Victoria -SEPTEMBER 26 UPDATE – The Minister of Municipal Affairs and Housing is listening to the concerns of renters and taking action on an early recommendation from B.C.’s Rental Housing Task Force by cutting the annual allowable rent increase by 2%, limiting it to inflation.
That means that effective Jan. 1, 2019, the annual allowable rent increase will be 2.5%.
“It’s simply not sustainable for renters, many of whom are on fixed incomes, to see their rent increase by more than inflation each and every year,” said Premier John Horgan. “We have to eliminate the risk of such huge increases for renters. Our new approach strikes a balance between giving relief to renters while encouraging people to maintain their rental properties.”
The previous formula, set in 2004, allowed annual rent increases of 2% plus inflation.
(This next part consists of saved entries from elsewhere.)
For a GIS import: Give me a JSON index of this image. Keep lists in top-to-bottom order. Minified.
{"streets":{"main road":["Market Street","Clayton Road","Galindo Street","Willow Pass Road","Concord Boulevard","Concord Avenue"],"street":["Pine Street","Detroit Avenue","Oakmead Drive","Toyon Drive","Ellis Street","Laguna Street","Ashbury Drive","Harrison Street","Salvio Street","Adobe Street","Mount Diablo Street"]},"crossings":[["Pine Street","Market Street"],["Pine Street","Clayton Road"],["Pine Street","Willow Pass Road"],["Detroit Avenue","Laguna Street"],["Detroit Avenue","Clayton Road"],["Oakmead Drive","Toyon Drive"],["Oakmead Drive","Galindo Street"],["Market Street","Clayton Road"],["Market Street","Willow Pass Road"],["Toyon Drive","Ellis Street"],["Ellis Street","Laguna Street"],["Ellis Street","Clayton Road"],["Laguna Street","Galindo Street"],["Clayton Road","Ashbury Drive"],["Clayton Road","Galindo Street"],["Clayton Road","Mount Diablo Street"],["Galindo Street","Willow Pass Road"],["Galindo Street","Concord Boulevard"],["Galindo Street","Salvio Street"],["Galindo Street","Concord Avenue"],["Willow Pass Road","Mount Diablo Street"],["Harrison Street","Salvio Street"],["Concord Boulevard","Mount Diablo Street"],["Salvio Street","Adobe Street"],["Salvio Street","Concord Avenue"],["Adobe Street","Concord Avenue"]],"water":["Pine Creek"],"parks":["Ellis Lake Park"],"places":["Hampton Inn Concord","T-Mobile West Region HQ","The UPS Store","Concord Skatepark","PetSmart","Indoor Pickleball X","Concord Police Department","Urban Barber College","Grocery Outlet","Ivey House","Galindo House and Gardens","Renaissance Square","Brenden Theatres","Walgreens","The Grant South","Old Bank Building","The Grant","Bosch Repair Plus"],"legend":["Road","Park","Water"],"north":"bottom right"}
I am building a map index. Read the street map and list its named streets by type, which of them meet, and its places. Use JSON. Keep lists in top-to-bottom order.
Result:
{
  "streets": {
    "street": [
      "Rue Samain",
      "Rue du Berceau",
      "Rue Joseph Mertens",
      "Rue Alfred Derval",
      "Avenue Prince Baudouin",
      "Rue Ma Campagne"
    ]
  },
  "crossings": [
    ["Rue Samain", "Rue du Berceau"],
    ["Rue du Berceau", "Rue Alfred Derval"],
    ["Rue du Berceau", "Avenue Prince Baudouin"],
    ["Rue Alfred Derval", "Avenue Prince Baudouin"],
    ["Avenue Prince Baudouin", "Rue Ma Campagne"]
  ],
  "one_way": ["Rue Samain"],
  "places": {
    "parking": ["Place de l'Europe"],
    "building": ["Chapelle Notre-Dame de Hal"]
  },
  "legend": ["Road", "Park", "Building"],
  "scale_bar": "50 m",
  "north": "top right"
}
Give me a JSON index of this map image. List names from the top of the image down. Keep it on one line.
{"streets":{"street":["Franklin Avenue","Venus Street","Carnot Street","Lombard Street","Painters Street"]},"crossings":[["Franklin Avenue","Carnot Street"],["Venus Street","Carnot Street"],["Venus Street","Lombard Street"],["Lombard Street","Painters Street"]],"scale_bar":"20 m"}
As a result of eliminating the additional 2% increase, people living in a $1,200 per month apartment (average rent in B.C.) could save up to $288 in 2019 over what they could have paid under the old formula. People in an average two-bedroom apartment in Vancouver could have faced paying up to $432 more over the course of the year.
“We recognize supply is key to bringing down rental costs in the long term, but renters have told us they are hurting and need help today,” said Selina Robinson, Minister of Municipal Affairs and Housing. “That’s why we are taking careful steps to address the housing crisis and ease the pressure on renters, while also making sure that landlords have the tools they need to continue to invest in their rental properties.”
The Residential Tenancy Branch will work closely with landlord advocacy groups on expanded circumstances under which landlords could apply for an additional rent increase to reflect the costs of maintaining their rental properties.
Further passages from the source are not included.